Wzdrygnął się lekko na dźwięk tonu jego głosu. Przez chwile miał ochotę, odwrócić się na pięcie i uciec, ale mimo to nacisnął lekko klamkę i uchylił drzwi. Albo wóz, albo przewóz, pomyślał i wkroczył do środka z niezbyt pewną miną, czując jak ręce lekko zaczynają mu drżeć. Jeśli coś im się nie uda, to będzie jego koniec. Albo Lily, ta myśl dodała mu otuchy.
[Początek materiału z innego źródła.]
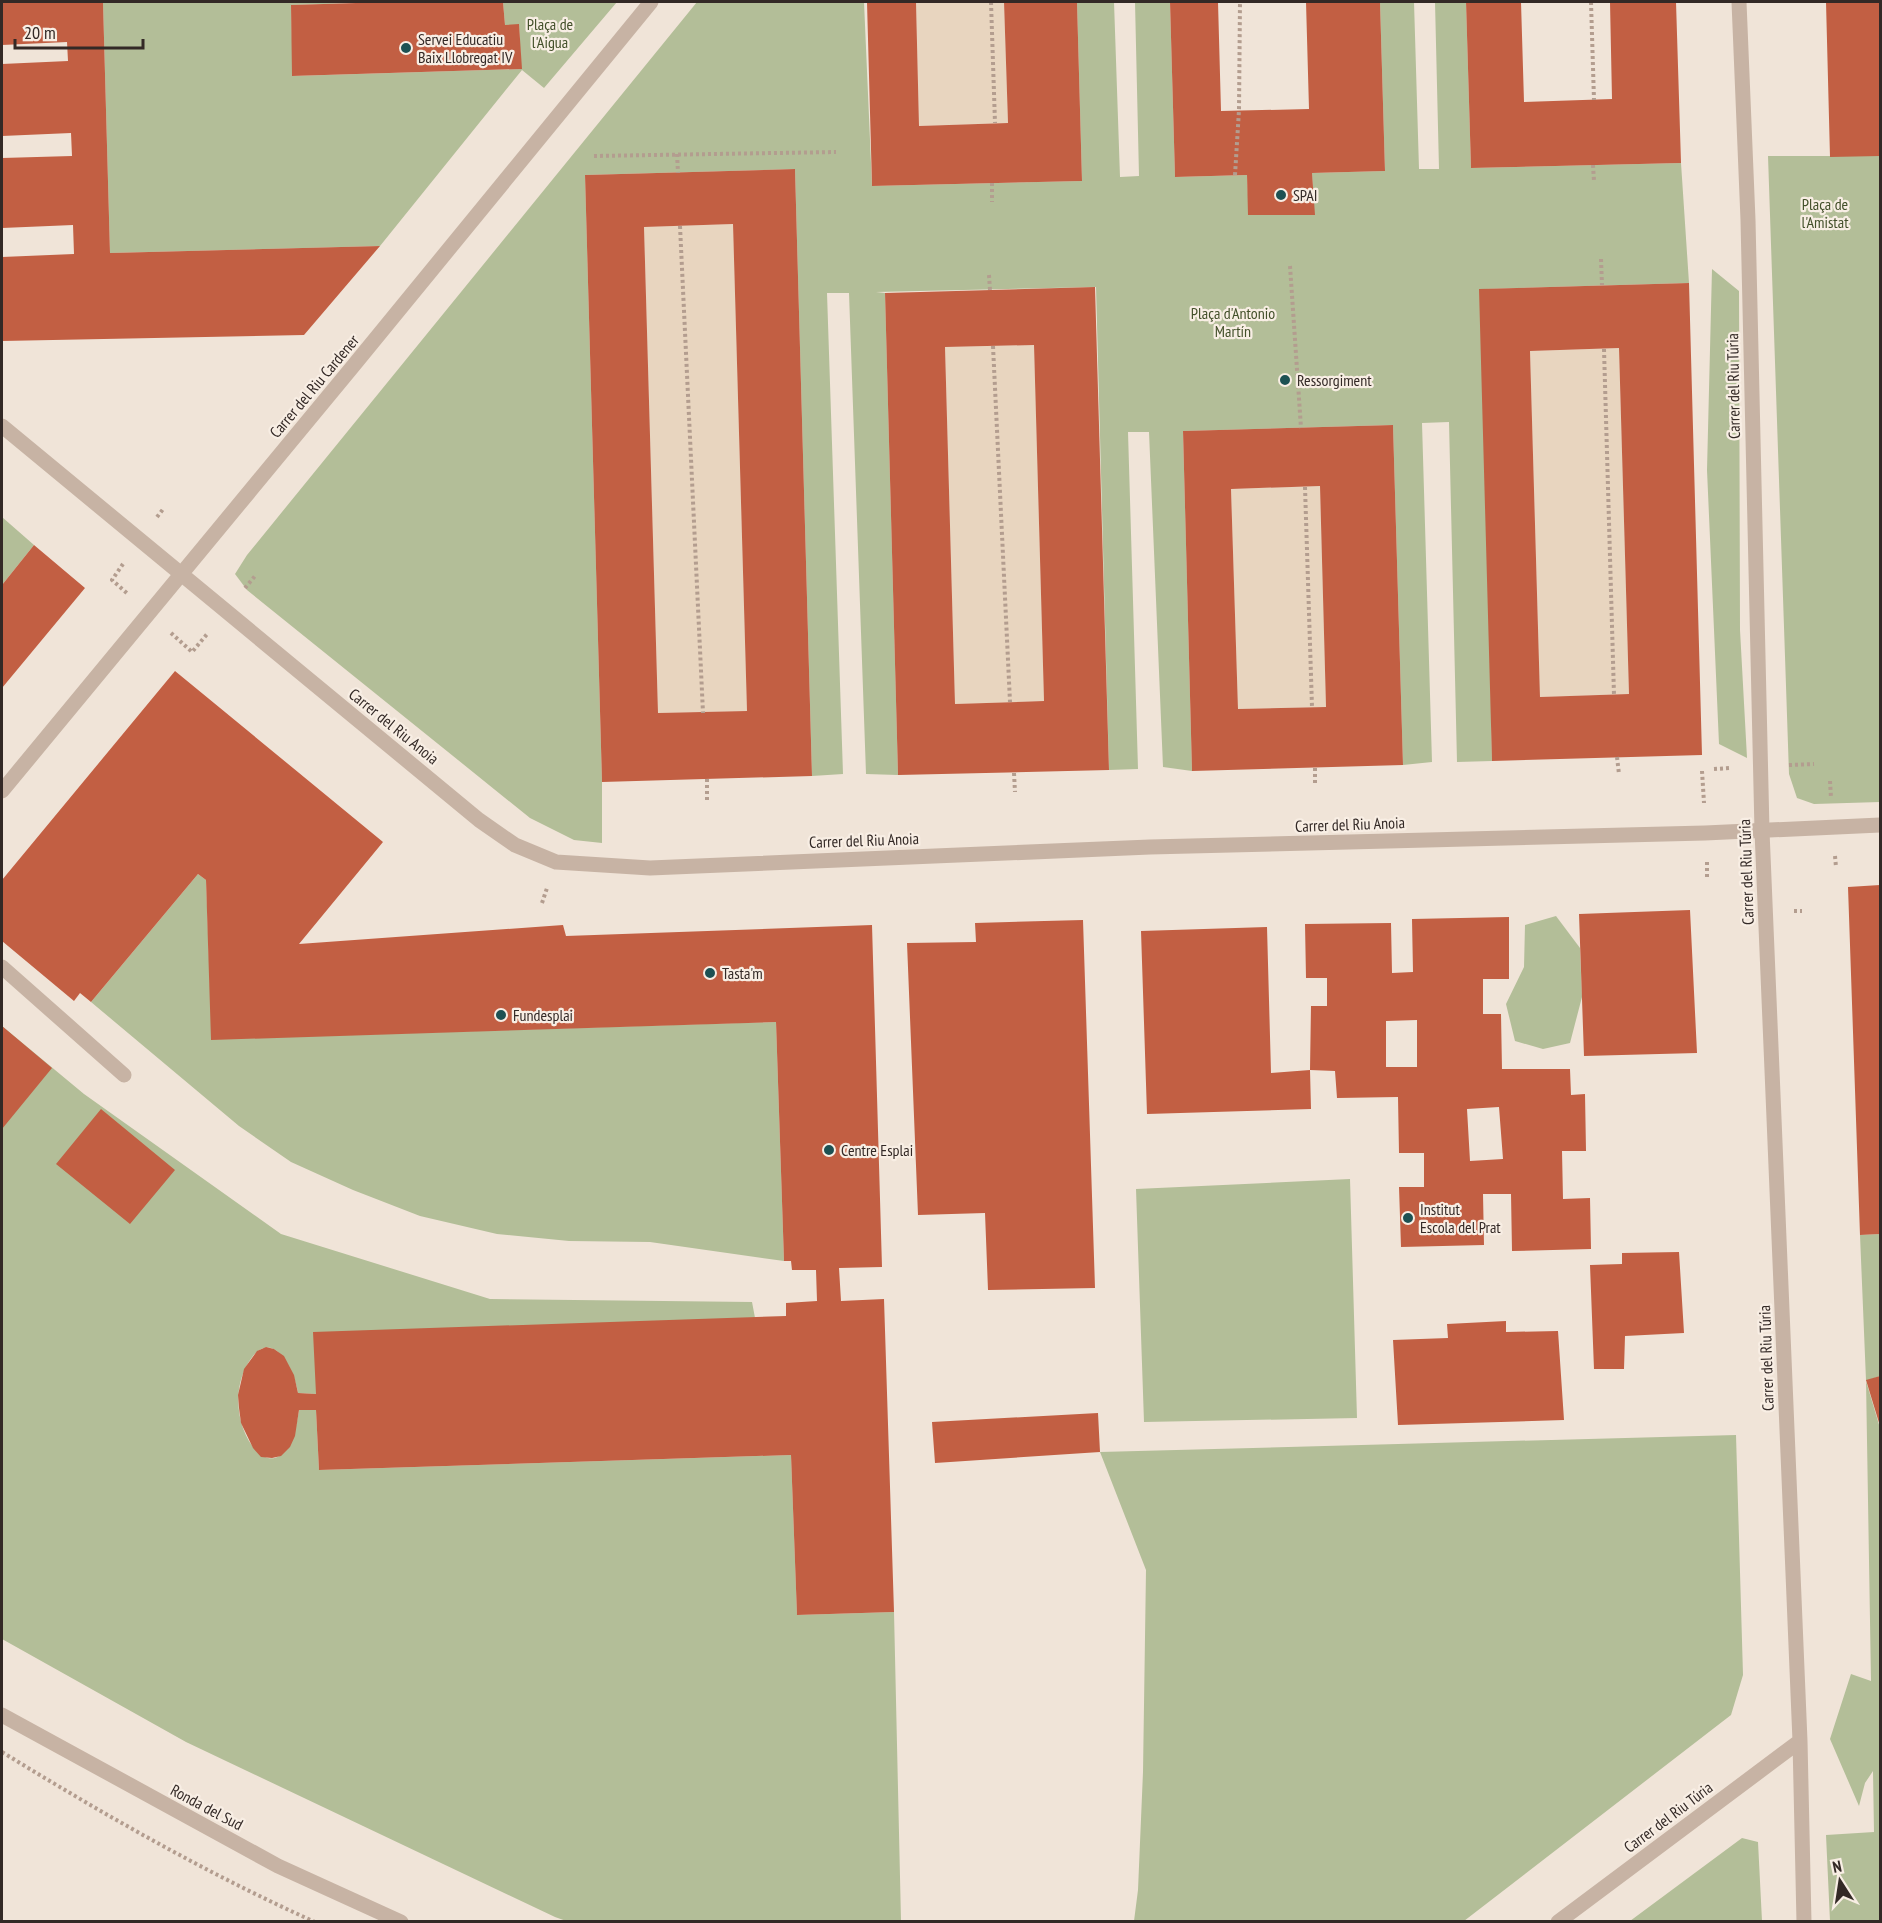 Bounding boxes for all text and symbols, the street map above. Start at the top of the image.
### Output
scale bar [15,12,142,50]
park label: Plaça de l'Aigua [527,14,573,52]
text: 20 m [24,21,56,44]
place label: Servei Educatiu Baix Llobregat IV [418,29,513,67]
marker: Servei Educatiu Baix Llobregat IV [399,41,413,55]
place label: SPAI [1293,185,1318,205]
marker: SPAI [1274,188,1288,202]
park label: Plaça de l'Amistat [1801,194,1849,232]
park label: Plaça d'Antonio Martín [1191,303,1275,341]
street label: Carrer del Riu Cardener [265,330,363,442]
street label: Carrer del Riu Túria [1722,333,1744,439]
place label: Ressorgiment [1297,370,1372,390]
marker: Ressorgiment [1278,373,1292,387]
street label: Carrer del Riu Anoia [345,684,443,768]
street label: Carrer del Riu Anoia [1295,812,1405,836]
street label: Carrer del Riu Túria [1734,819,1758,925]
street label: Carrer del Riu Anoia [809,828,919,852]
place label: Tasta'm [722,963,763,983]
marker: Tasta'm [703,966,717,980]
place label: Fundesplai [513,1005,573,1025]
marker: Fundesplai [494,1008,508,1022]
place label: Centre Esplai [841,1140,913,1160]
marker: Centre Esplai [822,1143,836,1157]
place label: Institut Escola del Prat [1420,1199,1501,1237]
marker: Institut Escola del Prat [1401,1211,1415,1225]
street label: Carrer del Riu Túria [1754,1305,1778,1411]
street label: Carrer del Riu Túria [1620,1777,1716,1857]
street label: Ronda del Sud [167,1780,247,1834]
north arrow [1810,1851,1870,1911]
text: N [1831,1856,1843,1877] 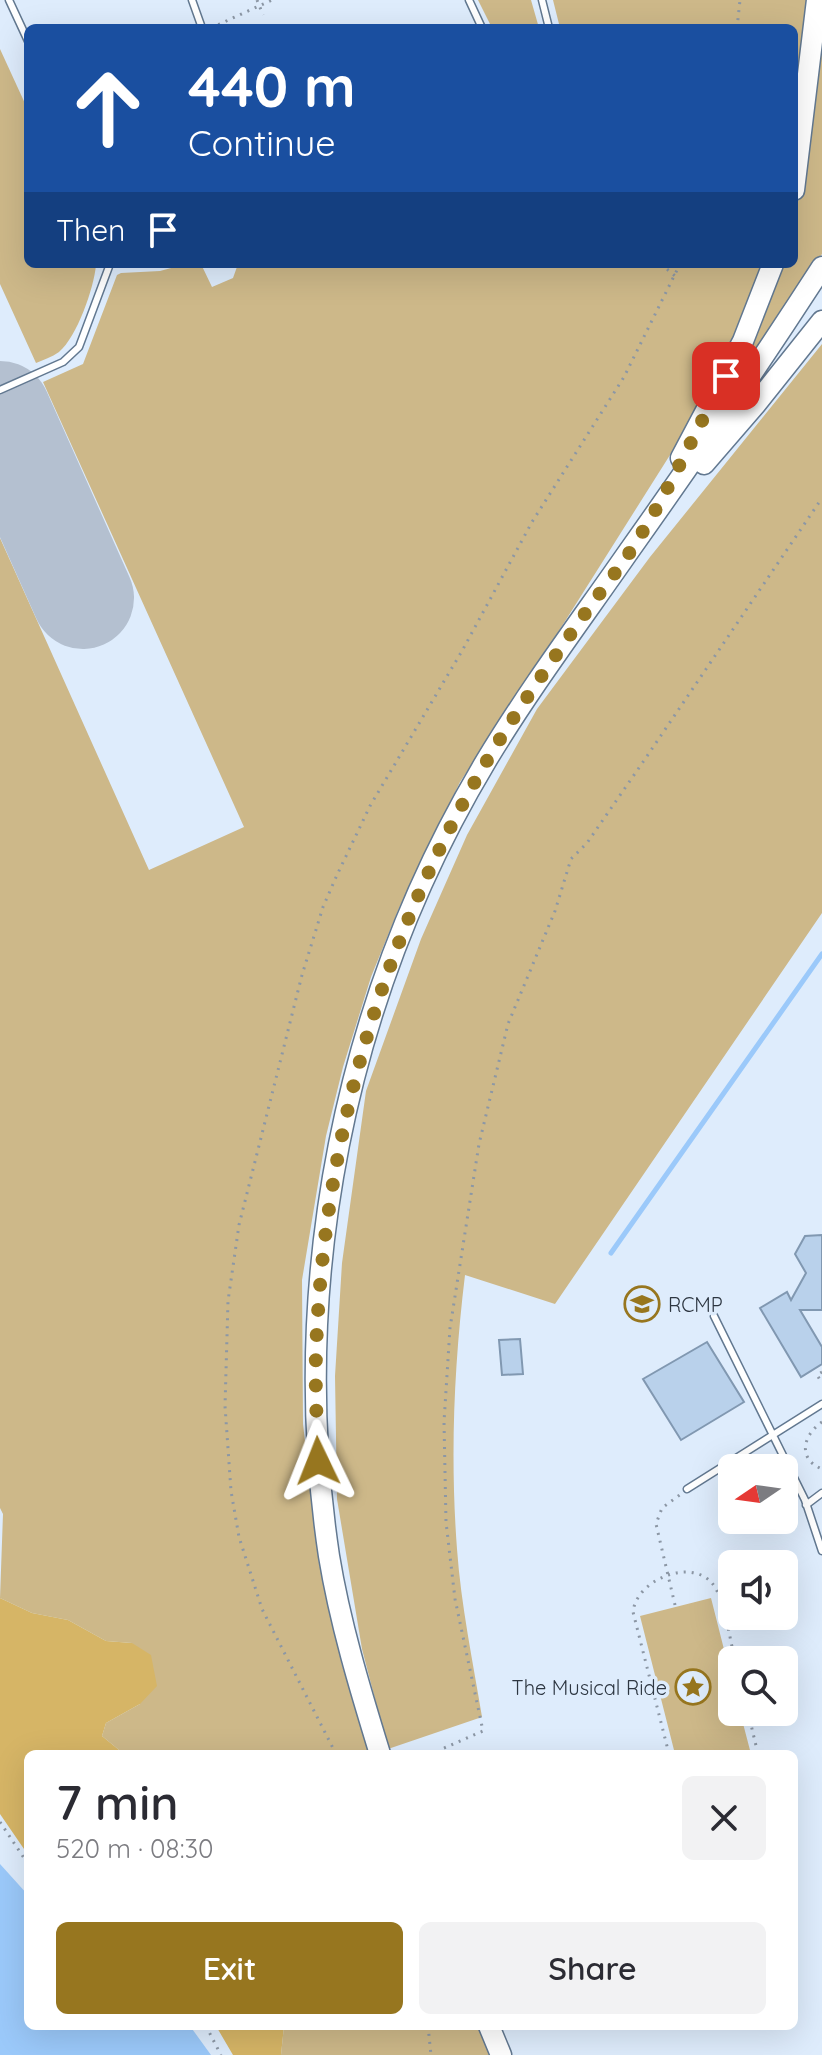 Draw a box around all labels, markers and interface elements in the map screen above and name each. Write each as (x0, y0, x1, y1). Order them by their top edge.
text: 440 m (188, 51, 356, 121)
icon: ahead (56, 56, 160, 160)
text: Continue (188, 120, 336, 165)
icon: arrive (141, 208, 185, 252)
text: Then (56, 211, 125, 249)
pin (692, 342, 760, 410)
icon: arrive (704, 354, 748, 398)
school or university icon: RCMP (623, 1285, 661, 1323)
place label: RCMP (668, 1292, 723, 1317)
position arrow (276, 1419, 360, 1503)
north arrow (718, 1454, 798, 1534)
map controls (718, 1454, 798, 1726)
button: sound (718, 1550, 798, 1630)
button: search (718, 1646, 798, 1726)
place icon: The Musical Ride (674, 1668, 712, 1706)
place label: The Musical Ride (512, 1675, 667, 1700)
text: 7 min (56, 1772, 179, 1832)
button: close (682, 1776, 766, 1860)
text: 520 m · 08:30 (56, 1832, 214, 1865)
button: Exit (56, 1922, 403, 2014)
button: Share (419, 1922, 766, 2014) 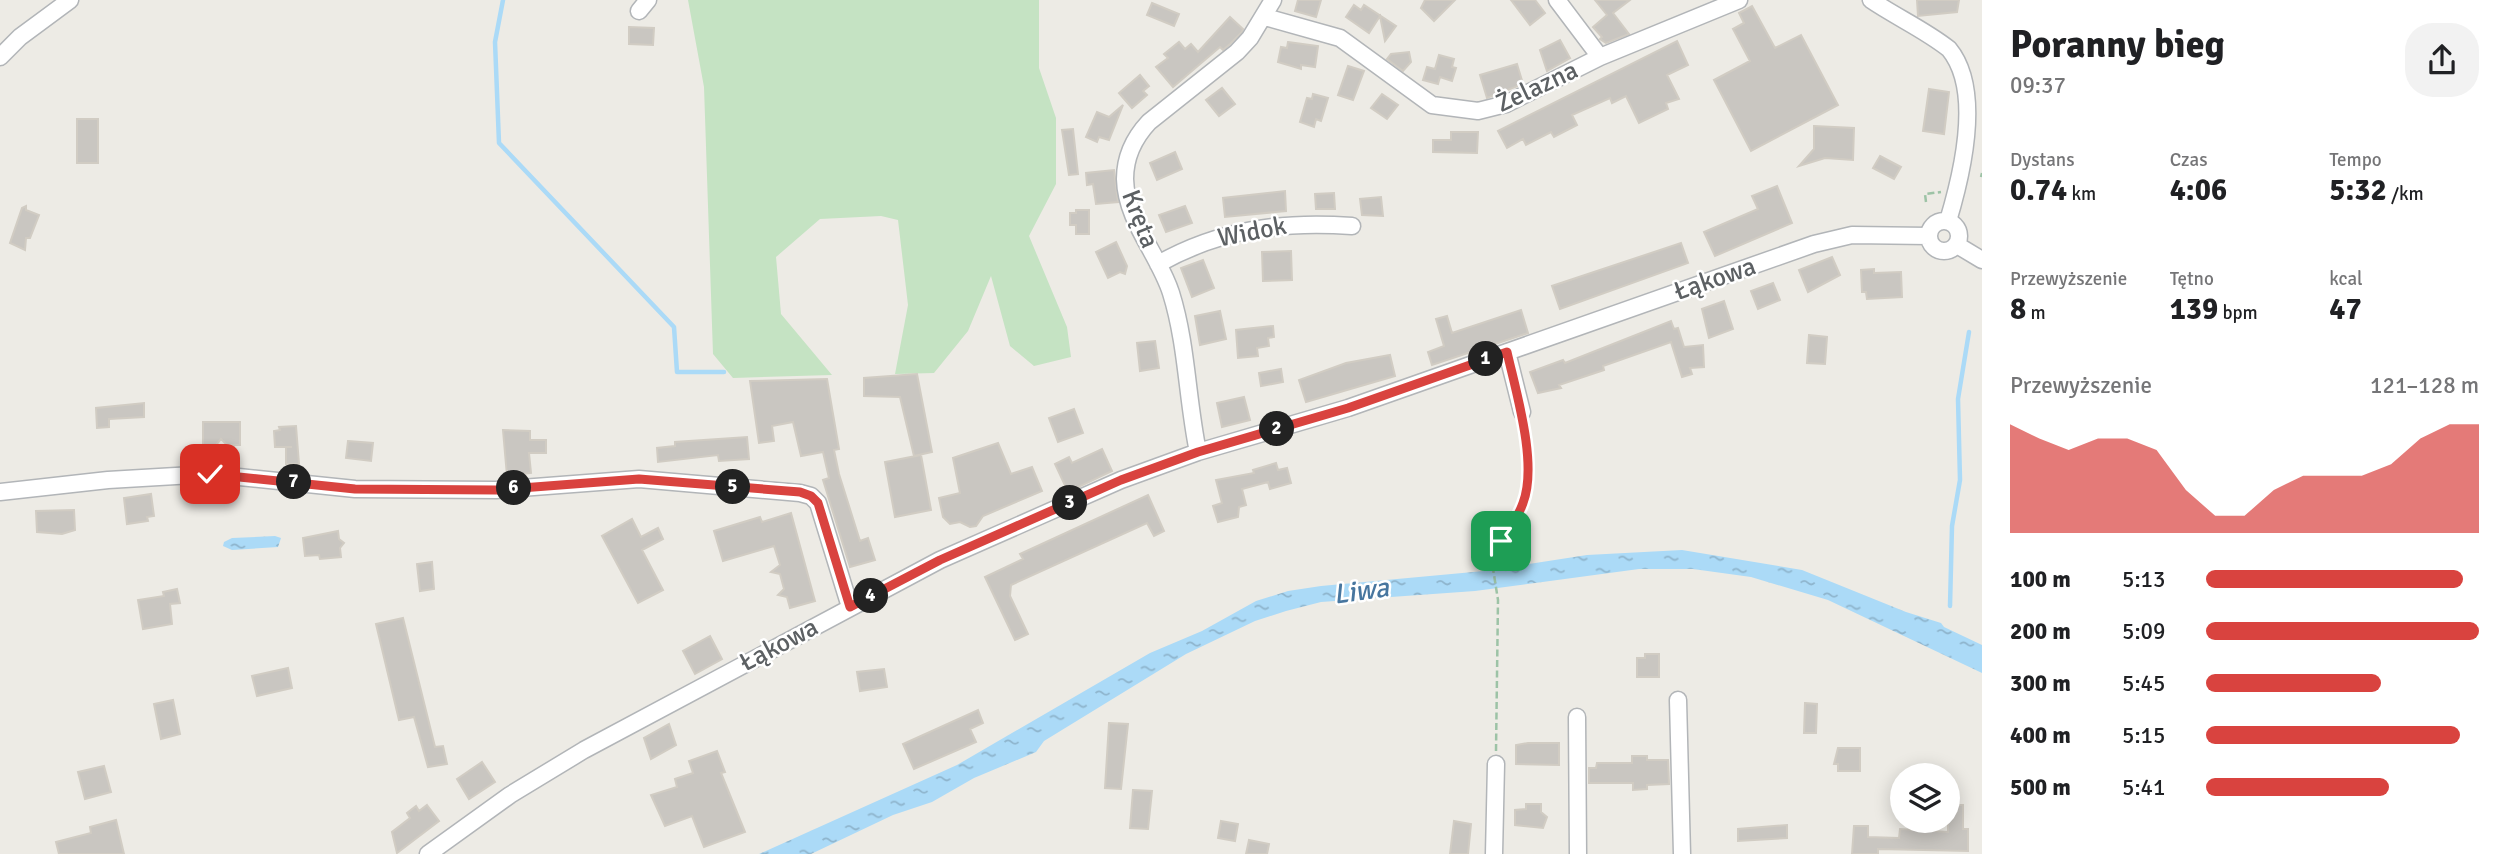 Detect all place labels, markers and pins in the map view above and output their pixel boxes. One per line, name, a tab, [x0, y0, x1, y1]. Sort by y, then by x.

- Och! To ty, Panno Evans – ton głosu Profesora Slughorna zmienił się nie do poznania – Wejdź. Wejdź moja droga. Nie krępuj się.
- Dobry wieczór, Panie Profesorze – twarz Lily wykrzywił niepewny uśmiech – Nie przeszkadzam?
- Ależ skąd kochanie – pulchny mężczyzna uśmiechną się do niej uprzejmie – Siadaj moje dziecko – wskazał „jej” krzesło naprzeciwko siebie.
Wciąż z niepewnym uśmiechem Syriusz przekroczył próg drzwi, zamykając je za sobą delikatnie, w chwilę po tym jak wślizgnęła się do środka, ukryta pod peleryną-niewidką prawdziwa Lily. Gabinet profesorski był taki jak się tego spodziewał. Nie mogło w nim chyba brakować żadnych wygód, łącznie z podnóżkiem samodzielnie wsuwającym się pod dolne kończyny. Powoli podszedł do nauczyciela, próbując wyplenić z swojej głowy, wszystkie przykre rzeczy, które miał ochotę mu wygarnąć. Jak on nienawidził tego faceta. Niestety, teraz był Lily Evans, w dodatku Lily na której ciążyła niezwykle ważna misja.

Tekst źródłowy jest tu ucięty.